Thanks for all of your help everyone!  

RipRock 

PS:  And if anyone is interested, I could post the whole peak identification code.   It is a subroutine of a larger data collection code for a prototype in-situ dating mars instrument; I have modded it to use a previously recorded data set to simulate real data.  It is looking for the characteristic shape of strontium isotope peaks in a potential morass of other peaks.  If you are interested, let me know, and I will put it and a sample data set on the board.

Hi GregS -

Well here is the whole brouhaha as .zip file.  It includes a few subroutines, and 1 pretty optimal data file and header.  I would welcome any of your input on speeding/refining up the other parts.  My apologies for the clumsy implementation (while I have been coding for years, I am still relatively new to LV).  I have tried to provide plenty of comments. 

A couple of notes:

1)  My real goal is to minimize the stddev of the 87/86Sr ratio (the values marked by the redlines).  So when the XY graph goes down, I am doing something right on the instrument.  When it goes up, something is going wrong.   

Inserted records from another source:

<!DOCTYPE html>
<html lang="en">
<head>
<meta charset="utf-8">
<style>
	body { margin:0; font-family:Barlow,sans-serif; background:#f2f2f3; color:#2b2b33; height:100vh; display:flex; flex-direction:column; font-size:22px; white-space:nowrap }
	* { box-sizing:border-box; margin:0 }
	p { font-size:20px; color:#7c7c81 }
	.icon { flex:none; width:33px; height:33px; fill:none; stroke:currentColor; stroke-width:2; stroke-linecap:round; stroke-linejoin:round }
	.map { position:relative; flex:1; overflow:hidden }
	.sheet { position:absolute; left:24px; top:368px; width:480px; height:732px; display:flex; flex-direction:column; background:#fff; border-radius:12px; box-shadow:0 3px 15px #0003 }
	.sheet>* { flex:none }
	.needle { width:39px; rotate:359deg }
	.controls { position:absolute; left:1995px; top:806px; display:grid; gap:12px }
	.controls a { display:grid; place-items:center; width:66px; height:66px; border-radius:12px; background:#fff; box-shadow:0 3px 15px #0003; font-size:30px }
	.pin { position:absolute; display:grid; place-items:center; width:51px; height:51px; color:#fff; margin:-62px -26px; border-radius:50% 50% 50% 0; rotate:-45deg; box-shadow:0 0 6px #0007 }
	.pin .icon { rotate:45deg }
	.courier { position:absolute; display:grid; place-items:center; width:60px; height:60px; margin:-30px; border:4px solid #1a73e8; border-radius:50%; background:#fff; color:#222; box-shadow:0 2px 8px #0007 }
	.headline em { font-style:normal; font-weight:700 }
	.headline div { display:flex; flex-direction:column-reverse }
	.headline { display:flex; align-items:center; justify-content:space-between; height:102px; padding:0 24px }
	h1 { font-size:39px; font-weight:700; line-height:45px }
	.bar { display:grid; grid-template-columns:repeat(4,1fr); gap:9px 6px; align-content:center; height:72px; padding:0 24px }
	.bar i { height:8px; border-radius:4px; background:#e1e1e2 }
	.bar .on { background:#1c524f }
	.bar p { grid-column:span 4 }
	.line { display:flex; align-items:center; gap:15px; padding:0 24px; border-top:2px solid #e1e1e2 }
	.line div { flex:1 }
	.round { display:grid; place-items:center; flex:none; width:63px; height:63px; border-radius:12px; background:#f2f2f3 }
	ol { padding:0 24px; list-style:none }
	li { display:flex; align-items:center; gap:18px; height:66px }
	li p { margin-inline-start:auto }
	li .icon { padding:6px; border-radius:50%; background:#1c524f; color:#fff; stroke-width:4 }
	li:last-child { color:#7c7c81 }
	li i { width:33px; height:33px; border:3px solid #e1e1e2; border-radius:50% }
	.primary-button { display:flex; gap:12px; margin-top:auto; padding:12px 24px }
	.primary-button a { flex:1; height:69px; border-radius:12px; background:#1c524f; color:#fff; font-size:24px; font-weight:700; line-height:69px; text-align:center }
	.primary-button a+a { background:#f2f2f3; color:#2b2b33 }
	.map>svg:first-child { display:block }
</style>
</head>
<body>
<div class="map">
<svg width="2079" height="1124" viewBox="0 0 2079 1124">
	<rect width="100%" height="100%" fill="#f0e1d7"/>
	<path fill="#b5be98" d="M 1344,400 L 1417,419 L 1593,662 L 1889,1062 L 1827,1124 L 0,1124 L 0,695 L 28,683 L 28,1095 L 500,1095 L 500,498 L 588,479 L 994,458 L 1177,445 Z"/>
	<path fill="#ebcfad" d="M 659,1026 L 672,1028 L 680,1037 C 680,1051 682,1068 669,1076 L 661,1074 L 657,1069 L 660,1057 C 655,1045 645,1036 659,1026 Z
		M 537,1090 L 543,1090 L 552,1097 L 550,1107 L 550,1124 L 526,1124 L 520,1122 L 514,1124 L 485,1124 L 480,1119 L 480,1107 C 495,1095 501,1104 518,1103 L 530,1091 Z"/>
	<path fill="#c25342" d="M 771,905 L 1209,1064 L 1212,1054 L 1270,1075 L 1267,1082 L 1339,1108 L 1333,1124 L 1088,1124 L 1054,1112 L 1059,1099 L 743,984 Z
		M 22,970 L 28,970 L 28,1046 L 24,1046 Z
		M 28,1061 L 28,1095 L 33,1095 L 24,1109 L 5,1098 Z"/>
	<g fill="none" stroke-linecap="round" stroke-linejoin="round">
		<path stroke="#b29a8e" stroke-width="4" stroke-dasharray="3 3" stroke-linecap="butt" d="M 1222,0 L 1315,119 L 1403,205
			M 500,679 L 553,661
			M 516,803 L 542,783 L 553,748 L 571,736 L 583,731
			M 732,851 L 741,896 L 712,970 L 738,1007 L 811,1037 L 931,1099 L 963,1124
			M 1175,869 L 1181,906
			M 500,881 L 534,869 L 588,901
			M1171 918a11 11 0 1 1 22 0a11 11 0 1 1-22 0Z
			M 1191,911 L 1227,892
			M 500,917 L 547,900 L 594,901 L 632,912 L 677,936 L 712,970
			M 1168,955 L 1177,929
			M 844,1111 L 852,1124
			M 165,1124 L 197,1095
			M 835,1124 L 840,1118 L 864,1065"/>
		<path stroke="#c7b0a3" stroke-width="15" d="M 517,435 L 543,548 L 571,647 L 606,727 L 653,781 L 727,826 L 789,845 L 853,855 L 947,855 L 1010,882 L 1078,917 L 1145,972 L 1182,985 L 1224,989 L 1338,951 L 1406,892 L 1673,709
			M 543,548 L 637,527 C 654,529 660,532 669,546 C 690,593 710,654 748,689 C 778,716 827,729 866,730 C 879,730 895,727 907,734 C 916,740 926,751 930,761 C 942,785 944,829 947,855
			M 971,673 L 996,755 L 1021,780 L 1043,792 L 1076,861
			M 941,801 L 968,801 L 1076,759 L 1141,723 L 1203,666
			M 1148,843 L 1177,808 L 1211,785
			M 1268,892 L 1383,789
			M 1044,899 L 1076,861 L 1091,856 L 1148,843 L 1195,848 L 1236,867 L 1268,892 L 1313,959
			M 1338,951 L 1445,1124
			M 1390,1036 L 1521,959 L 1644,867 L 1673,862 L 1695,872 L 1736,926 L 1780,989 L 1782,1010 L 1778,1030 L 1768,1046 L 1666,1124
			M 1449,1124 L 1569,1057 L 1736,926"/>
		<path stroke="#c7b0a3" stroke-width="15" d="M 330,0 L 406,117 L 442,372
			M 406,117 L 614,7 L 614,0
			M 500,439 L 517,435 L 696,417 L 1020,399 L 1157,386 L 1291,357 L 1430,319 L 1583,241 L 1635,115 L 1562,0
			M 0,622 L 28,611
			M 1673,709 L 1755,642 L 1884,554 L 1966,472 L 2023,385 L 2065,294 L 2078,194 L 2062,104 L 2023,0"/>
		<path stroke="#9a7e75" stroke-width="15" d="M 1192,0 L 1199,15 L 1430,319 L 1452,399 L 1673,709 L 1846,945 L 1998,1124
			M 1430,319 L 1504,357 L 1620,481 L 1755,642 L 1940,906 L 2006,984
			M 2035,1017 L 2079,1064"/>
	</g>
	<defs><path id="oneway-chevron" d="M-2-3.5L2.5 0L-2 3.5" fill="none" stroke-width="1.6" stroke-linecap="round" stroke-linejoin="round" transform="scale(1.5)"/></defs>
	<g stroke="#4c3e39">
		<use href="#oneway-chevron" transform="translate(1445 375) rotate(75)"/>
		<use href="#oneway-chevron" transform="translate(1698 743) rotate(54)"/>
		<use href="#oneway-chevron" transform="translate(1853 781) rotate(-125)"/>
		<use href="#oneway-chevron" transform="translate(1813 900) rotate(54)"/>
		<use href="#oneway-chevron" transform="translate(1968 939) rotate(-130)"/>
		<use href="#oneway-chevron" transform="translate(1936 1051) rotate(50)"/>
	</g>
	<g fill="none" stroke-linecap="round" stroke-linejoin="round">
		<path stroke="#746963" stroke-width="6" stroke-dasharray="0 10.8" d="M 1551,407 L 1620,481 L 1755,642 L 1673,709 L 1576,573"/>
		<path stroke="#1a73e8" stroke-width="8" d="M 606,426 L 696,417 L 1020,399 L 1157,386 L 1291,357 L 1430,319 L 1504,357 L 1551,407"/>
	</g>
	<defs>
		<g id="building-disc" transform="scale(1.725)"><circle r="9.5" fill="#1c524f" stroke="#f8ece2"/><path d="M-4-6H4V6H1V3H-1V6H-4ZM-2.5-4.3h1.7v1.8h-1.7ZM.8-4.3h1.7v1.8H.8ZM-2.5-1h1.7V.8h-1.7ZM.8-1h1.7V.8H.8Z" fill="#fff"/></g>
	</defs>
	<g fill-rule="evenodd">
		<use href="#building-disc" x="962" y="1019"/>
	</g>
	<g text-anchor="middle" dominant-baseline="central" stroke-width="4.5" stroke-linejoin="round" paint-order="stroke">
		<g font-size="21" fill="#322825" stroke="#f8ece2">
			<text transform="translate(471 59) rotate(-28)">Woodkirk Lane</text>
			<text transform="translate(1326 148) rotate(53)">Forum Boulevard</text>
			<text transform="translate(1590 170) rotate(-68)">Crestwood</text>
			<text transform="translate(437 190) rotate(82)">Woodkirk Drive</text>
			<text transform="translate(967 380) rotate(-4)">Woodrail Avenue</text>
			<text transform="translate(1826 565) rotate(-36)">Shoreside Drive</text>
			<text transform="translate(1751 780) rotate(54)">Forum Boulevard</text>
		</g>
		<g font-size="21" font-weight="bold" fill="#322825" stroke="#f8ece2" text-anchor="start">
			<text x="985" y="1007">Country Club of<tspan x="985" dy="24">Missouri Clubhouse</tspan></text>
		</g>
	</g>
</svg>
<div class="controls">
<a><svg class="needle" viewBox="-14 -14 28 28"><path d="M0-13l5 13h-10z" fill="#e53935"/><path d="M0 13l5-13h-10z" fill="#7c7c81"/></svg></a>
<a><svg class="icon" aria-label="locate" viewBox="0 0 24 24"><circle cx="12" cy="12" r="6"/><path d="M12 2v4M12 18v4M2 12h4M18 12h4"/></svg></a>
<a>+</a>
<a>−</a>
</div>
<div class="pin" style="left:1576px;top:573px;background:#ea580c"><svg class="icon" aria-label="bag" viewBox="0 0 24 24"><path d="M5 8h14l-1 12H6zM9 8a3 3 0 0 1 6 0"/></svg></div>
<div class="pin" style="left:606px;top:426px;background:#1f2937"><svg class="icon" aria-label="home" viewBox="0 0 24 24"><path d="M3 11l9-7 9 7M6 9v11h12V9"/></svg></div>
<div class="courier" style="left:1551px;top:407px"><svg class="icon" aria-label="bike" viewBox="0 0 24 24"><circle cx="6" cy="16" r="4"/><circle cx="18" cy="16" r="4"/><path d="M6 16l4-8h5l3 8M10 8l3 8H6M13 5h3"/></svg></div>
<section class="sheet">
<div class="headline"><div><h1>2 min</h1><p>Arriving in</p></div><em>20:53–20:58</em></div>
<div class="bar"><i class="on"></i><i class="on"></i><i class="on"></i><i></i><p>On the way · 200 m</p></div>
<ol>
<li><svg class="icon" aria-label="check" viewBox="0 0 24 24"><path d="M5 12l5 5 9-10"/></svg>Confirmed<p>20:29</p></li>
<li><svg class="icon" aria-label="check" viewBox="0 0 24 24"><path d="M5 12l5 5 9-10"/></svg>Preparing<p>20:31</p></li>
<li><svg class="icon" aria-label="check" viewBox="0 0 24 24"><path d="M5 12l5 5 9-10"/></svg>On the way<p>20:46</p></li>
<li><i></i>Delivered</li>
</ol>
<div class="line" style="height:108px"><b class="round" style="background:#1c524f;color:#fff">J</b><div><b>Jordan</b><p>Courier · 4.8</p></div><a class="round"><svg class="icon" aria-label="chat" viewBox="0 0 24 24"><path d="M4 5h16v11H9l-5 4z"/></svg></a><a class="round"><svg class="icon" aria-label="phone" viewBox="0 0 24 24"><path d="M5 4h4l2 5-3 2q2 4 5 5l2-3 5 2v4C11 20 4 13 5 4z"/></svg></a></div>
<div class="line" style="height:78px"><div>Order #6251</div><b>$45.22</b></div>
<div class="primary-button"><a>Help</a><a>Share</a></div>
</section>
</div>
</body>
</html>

2)  The ratio of the 87/86 should be ~0.70

3)  This data is really optimal.  It is often worse, typically with the presence of additional non-Sr peaks.

4)  From day to day the absolute position and width of the peaks may change within some known bounds reflected by the code. 

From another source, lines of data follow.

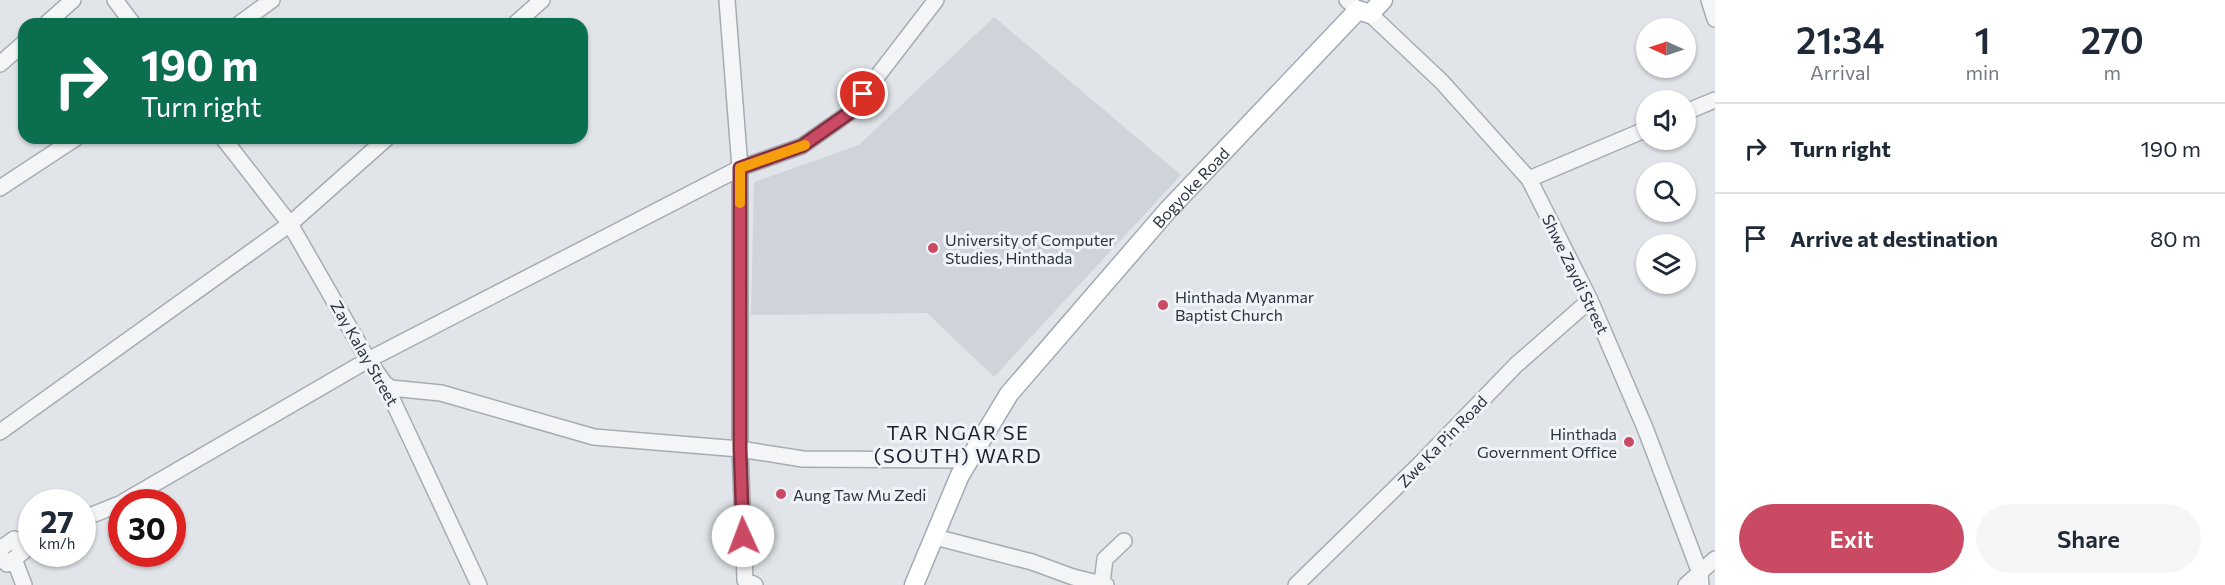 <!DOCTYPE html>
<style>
:root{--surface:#fff;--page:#f6f6f7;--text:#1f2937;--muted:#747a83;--line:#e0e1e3;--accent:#ca4a64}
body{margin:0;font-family:Commissioner,sans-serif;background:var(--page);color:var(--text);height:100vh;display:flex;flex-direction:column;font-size:22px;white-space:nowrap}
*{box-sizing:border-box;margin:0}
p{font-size:20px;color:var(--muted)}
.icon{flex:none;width:33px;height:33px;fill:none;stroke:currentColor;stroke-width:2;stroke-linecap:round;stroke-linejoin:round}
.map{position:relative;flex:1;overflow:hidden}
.side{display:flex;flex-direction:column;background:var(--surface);width:510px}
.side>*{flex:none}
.banner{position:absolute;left:18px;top:18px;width:570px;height:126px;border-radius:18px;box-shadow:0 2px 4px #0004;background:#0b6e4f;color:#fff;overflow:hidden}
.needle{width:39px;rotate:273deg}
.controls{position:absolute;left:1636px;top:18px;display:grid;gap:12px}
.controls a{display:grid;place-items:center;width:60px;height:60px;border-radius:50%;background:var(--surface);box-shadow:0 2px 4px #0004;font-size:30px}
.speed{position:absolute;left:18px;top:489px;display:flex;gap:12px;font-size:30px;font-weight:700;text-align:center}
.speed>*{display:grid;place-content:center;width:78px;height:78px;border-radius:50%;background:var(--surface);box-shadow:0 2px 4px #0004;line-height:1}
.speed small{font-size:15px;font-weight:400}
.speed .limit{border:9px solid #d22;background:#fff;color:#111}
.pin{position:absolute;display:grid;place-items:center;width:51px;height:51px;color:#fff;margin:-26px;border:3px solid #fff;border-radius:50%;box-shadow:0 2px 6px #0007}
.me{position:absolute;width:66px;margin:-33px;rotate:358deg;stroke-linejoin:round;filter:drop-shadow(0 0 4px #0008)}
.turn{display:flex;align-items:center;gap:21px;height:126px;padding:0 24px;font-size:27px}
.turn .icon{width:78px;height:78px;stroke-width:2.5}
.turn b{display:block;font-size:42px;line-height:51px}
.eta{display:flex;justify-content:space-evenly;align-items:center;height:102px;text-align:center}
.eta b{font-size:36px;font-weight:600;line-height:42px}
.action{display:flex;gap:12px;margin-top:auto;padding:12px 24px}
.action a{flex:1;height:69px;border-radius:36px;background:var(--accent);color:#fff;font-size:24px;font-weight:600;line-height:69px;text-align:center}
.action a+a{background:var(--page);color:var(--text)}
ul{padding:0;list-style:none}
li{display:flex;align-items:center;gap:18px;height:90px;padding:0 24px;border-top:2px solid var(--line)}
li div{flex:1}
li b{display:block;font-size:22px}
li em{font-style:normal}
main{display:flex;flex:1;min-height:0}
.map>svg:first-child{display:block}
.built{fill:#cfd4db}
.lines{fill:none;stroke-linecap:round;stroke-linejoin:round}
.minor-casing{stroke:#a6acb3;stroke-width:18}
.major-casing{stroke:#a1aab4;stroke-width:21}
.minor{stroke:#f3f5f7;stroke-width:15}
.major{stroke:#fff;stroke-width:18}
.route-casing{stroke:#833041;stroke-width:15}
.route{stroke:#ca4a64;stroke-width:10}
.slow{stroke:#f59e0b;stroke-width:10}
.poi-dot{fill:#ca4a64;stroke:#f0f3f7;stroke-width:2}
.labels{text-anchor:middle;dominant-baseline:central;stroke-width:6;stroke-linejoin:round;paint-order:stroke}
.street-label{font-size:16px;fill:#2a3340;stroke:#f0f3f7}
.poi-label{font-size:16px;fill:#2a3340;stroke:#f0f3f7;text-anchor:start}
.quarter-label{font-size:20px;letter-spacing:1.5px;fill:#1c2431;stroke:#f0f3f7}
</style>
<main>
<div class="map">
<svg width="1715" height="585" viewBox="0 0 1715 585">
<rect width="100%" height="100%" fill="#e1e5e9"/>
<!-- built -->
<path class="built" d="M 994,17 L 1181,175 L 994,377 L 927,313 L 751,315 L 754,182 L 859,145 Z"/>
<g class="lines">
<defs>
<path id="minor" d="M 115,0 L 133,24
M 727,0 L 740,168 L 740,449 L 745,580 L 755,585
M 1347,0 L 1358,10
M 1709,0 L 1715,19
M 1370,14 L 1442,82 L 1529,179 L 1590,300 L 1645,428 L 1700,573 L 1701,585
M 46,24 L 73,0
M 239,24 L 272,0
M 515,24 L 542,0
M 0,64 L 24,43
M 1686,112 L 1715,100
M 223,138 L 290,224 L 368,360 L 385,384 L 479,585
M 1529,179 L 1647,129
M 0,188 L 76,138
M 385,384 L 391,388 L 441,393 L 594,437 L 740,449 L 803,459 L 969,460
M 0,432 L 290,224 L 387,138
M 123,502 L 368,360 L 740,168 L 802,146 L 849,113 L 936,0
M 82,519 L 122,503
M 935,537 L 1032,562 L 1073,577 L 1106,585
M 0,549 L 14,539 L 23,552 L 7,564 L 0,555
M 14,559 L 24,585
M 1102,583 L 1105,559 L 1124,541
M 1296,585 L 1420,464 L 1516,365 L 1590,300
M 1686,585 L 1715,559"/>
<g id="major">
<path id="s1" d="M 914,585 L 960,475 L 1009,394 L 1168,210 L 1358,10 L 1370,14 L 1383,0"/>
</g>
</defs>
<!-- minor casing -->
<use href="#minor" class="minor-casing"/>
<!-- major casing -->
<use href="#major" class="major-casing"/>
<!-- minor -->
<use href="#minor" class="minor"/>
<!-- major -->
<use href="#major" class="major"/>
</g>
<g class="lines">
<defs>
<path id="route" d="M 743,536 L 740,449 L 740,168 L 802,146 L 849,113 L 863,94"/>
</defs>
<!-- route casing -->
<use href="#route" class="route-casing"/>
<!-- route -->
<use href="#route" class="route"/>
<!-- slow -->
<path class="slow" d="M 740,203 L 740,168 L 805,145"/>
</g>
<!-- markers -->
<g class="poi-dot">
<circle cx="933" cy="248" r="6"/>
<circle cx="1163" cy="305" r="6"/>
<circle cx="1629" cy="442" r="6"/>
<circle cx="781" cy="494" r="6"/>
</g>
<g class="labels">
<!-- street labels -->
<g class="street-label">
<text stroke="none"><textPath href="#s1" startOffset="489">Bogyoke Road</textPath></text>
<text transform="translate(1576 274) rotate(64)">Shwe Zaydi Street</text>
<text transform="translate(365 353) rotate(60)">Zay Kalay Street</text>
<text transform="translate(1442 441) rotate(-46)">Zwe Ka Pin Road</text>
</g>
<!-- poi labels -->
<g class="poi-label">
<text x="945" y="239">University of Computer<tspan x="945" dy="18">Studies, Hinthada</tspan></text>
<text x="1175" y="296">Hinthada Myanmar<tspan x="1175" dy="18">Baptist Church</tspan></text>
<text x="1617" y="433" text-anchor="end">Hinthada<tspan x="1617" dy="18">Government Office</tspan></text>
<text x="793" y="494">Aung Taw Mu Zedi</text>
</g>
<!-- quarter labels -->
<g class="quarter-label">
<text x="958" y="432">TAR NGAR SE<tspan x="958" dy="23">(SOUTH) WARD</tspan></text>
</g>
</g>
</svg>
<div class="controls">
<a><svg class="needle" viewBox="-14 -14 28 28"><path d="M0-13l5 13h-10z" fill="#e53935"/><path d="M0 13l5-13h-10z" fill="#747a83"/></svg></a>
<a><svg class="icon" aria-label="sound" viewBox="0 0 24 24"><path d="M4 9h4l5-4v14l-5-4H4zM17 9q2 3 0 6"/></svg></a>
<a><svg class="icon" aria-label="search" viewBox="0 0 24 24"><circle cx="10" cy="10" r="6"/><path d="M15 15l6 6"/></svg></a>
<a><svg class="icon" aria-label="layers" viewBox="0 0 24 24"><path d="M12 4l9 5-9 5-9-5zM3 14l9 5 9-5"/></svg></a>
</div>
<div class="speed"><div>27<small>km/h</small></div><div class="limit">30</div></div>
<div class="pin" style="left:863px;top:94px;background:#d93025"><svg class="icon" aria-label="arrive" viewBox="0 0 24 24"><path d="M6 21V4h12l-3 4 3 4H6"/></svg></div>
<svg class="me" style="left:743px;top:536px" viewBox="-20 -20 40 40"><circle r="19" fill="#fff"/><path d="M0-13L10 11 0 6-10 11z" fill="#ca4a64"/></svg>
<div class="banner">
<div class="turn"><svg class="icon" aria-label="right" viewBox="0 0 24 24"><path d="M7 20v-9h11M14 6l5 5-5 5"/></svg><div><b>190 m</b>Turn right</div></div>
</div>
</div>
<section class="side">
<div class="eta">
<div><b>21:34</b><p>Arrival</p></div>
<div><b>1</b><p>min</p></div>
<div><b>270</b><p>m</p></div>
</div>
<ul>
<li><svg class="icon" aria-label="right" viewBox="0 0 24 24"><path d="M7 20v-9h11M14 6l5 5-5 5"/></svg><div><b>Turn right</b></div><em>190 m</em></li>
<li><svg class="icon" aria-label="arrive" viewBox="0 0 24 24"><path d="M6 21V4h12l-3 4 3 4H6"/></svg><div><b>Arrive at destination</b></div><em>80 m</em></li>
</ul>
<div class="action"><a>Exit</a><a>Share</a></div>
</section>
</main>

And thanks for your thoughts and help!

RipRock 

Whoopsie-doodle!

I tried downloading the zip file I posted earlier and ran into a few problems.  

1)  It seems that LV wants some of the included subroutines to be in a library.  Just ignore the error, then go to each problem subroutine, open it, and under the File menu disconnect it.  I thought I had fixed this before posting, so I am unclear on why the error occurs.

2)  The low pass filter needs to be set to 25e6 or more

3)  The main program is called RingBufferTest3.vi; everything else is a subroutine or a data file.

Hope this helps,

RipRock 

OK - that previous zip file seemed totally goofed, due to a previous entanglement with a lvlib, which made it very difficult to work on the same code on multiple computers.  Lesson learned: Avoid projects/libraries.  Just zip up the subroutines.  2nd grouse:  what is up with the totally non-standard and incomprehensible "Save As" file menu option?  OK - rave off.  

Here is a fixed zip file.  All you should need to do is run RingBufferTest3.vi, and select the data file that is in the zip directory.

My bad,

RipRock 

Hi RipRock --

Here's a few more ideas that might shave a few more ms off the computation.  They're all fairly small changes, but worth considering for any large project.

1. Keep all data types (representations) consistent.  So leave your spectra as DBLs, and all indices as I32.
2. Rather than transpose the buffer at each iteration, just set it up the other way around to start with.
3. The next most costly computation you had was computing the histogram in your Baseline Correction.  You don't lose any accuracy by only computing a 20-bin histogram rather than a 100-bin, but it saves several ms.  It's worth using the profiler to see where the time is spent.
4. After that, the next expensive calculation was the Mean of each sample in your buffer at every iteration.  The Mean is just the Sum divided by the Number of Spectra, and it's straightforward to maintain the Sum as a separate array - simply add the new spectra and subtract the one replaced in the buffer. Then the Mean calculation is reduced to a single Division.
5. Once the buffer is full, there's no need to extract a part of it - just use the full buffer.

I've attached the code saved back to LV 8.2 - hope that worked.

Cheers ~ Greg